社会 | 神奈川新聞 | 2017年4月16日(日) 02:00

差別根絶への道筋を論じたシンポジウム=東京都千代田区、在日本韓国YMCA
差別根絶への道筋を論じたシンポジウム=東京都千代田区、在日本韓国YMCA

【時代の正体取材班=石橋 学】国内初の反人種差別法として昨年施行されたヘイトスピーチ解消法をどう実効化し、差別のない社会の実現につなげていくかをテーマにしたシンポジウムが15日、都内で開かれた。外国人人権法連絡会の主催で人種、障害者、部落差別の撤廃に取り組む関係者が参加し、「法律を武器に差別と闘う」道筋を論じ合った。

 同法の意義について師岡康子弁護士は「ヘイトスピーチの被害の深刻さと害悪を認め、国に解消の責務があると初めて明記した」と解説。ヘイトデモを禁じた仮処分や公園使用不許可など司法、行政の判断を後押しした成果や各自治体で広がる条例作りの動きが川崎市の事例から紹介された。

 人種差別実態調査研究会の明戸隆浩さんは課題を指摘。法務省が実施した初の全国調査で外国人差別が横行している実態が明らかになったが、「差別の一形態であるヘイトスピーチに対処する法律しかない」。川崎で反ヘイト運動に取り組む「『ヘイトスピーチを許さない』かわさき市民ネットワーク」の山田貴夫さんは差別主義者が3月に公的施設で開いた集会を引き合いに「過激な発言さえしなければ差別の扇動はできてしまう。差別の封じ込めが必要だ」。差別全般を禁じる条例や人種差別撤廃基本法の必要性をそれぞれ説いた。
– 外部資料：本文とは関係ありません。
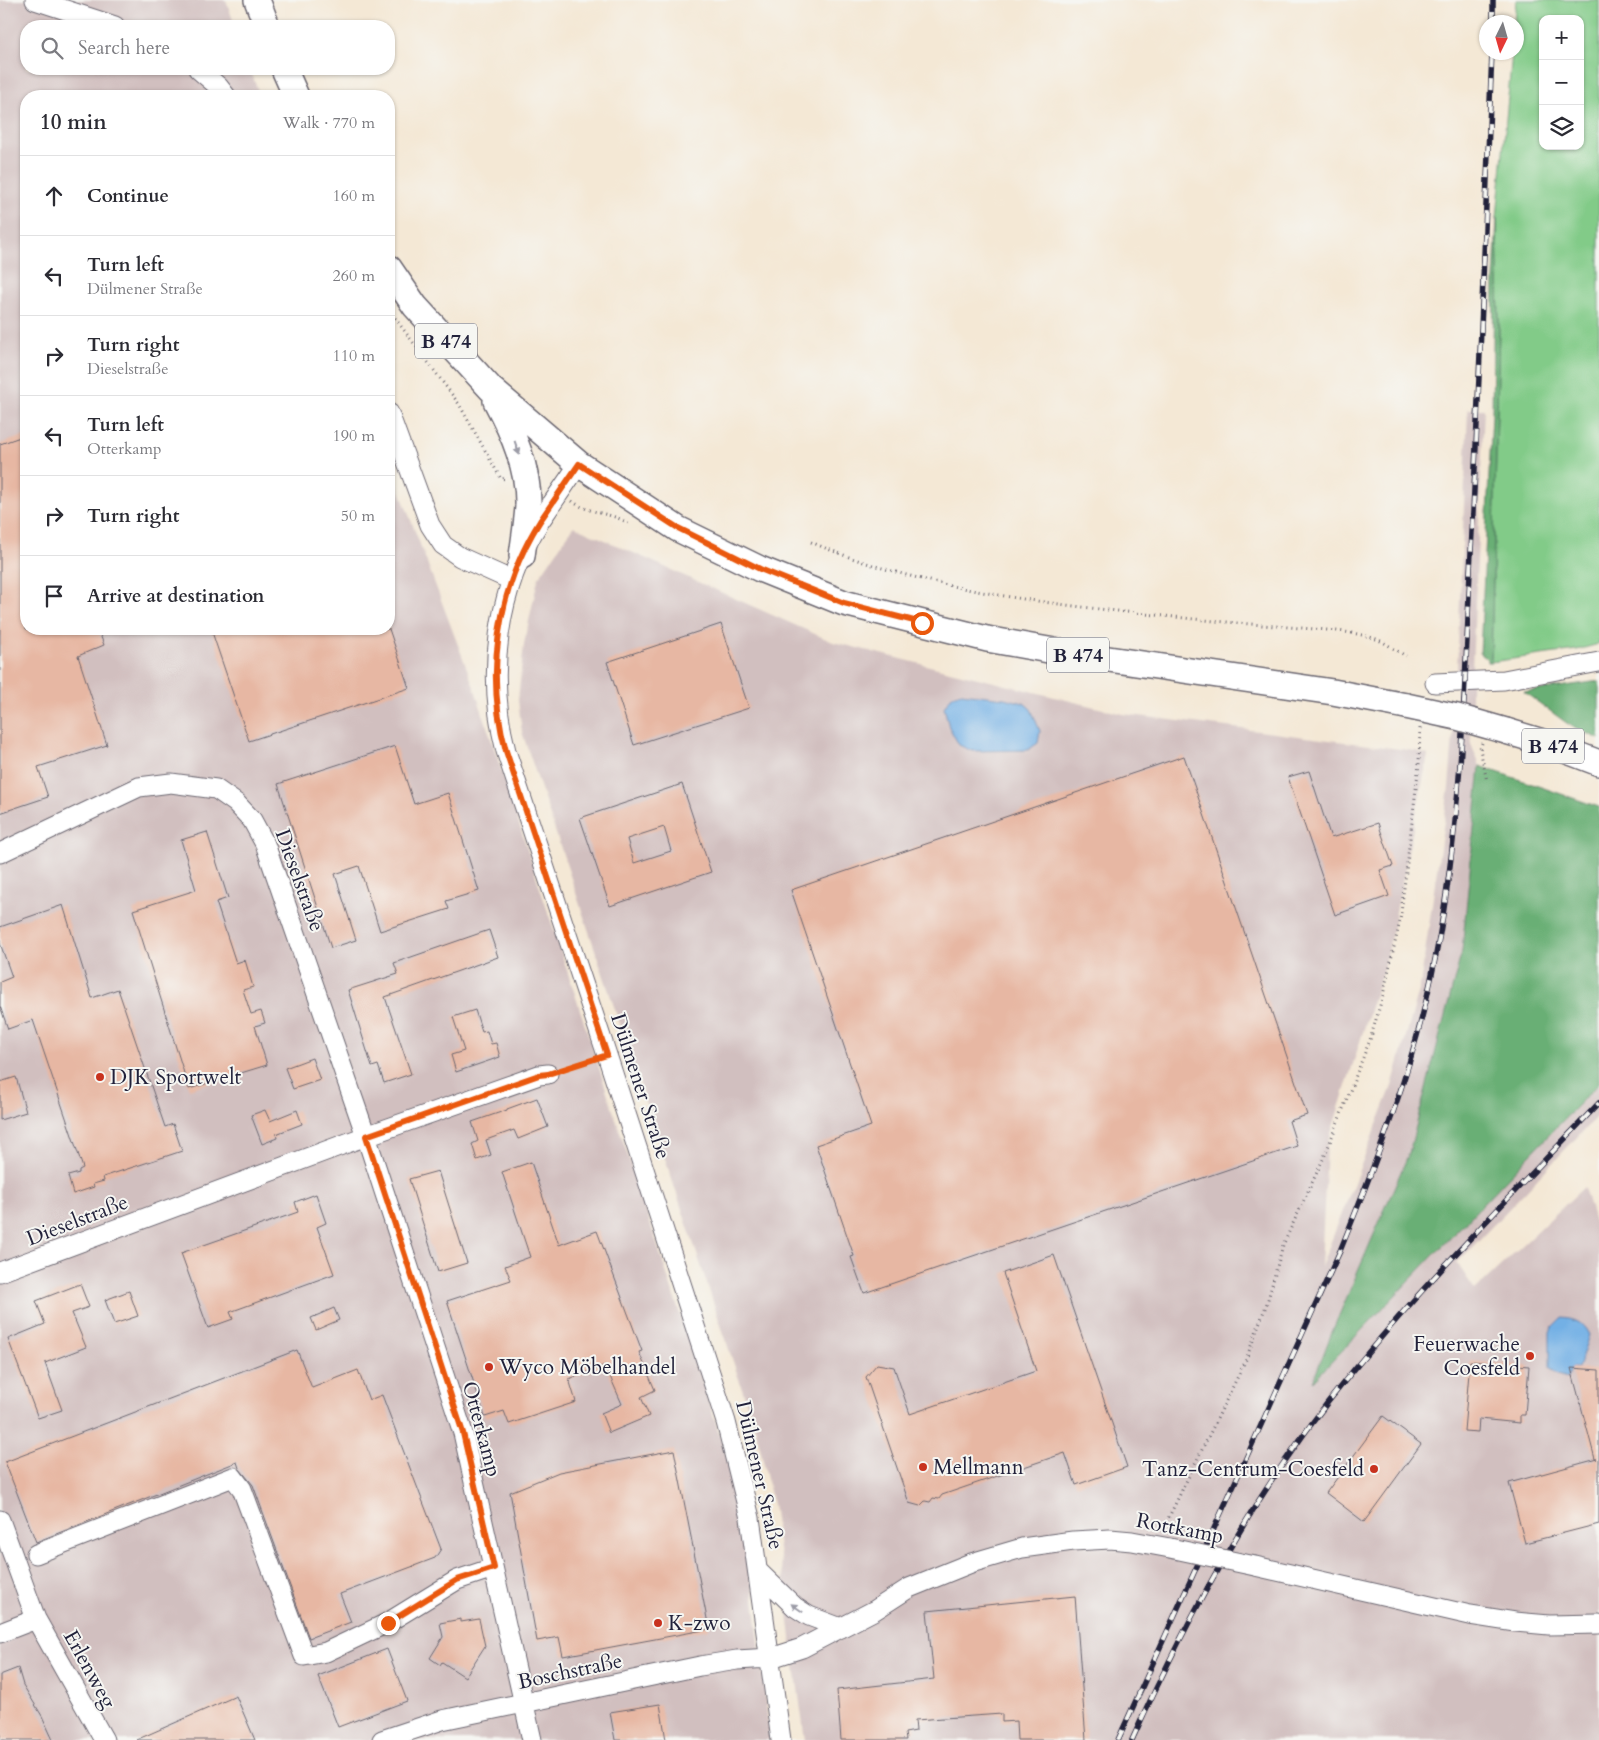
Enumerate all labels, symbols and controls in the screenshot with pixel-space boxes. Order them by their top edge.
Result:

 在日コリアン3世の金(キム)哲敏(チョルミン)弁護士は「多数者の都合でつくった社会ではどうしても少数者は不利益を被る。少数者の人権擁護の重要性をどう共通認識にしていくかが課題」と問題提起。障害者インターナショナル(DPI)日本会議の佐藤聡さん、部落解放同盟の西島藤彦さんからは、やはり昨年施行された障害者差別解消法、部落差別解消法をてこにした取り組みが紹介され、佐藤さんは「駅のバリアフリー化も法律ができて劇的に進んだ。法をうまく使うことで社会は変わる。社会は多様な人で構成されており、必要な配慮が社会参加と貢献を促し、社会全体を強くする」。相模原の障害者殺傷事件の背景となった差別思想の克服やインターネット上の差別についての対策など共通する課題を見据え、連携した運動の必要性が確認された。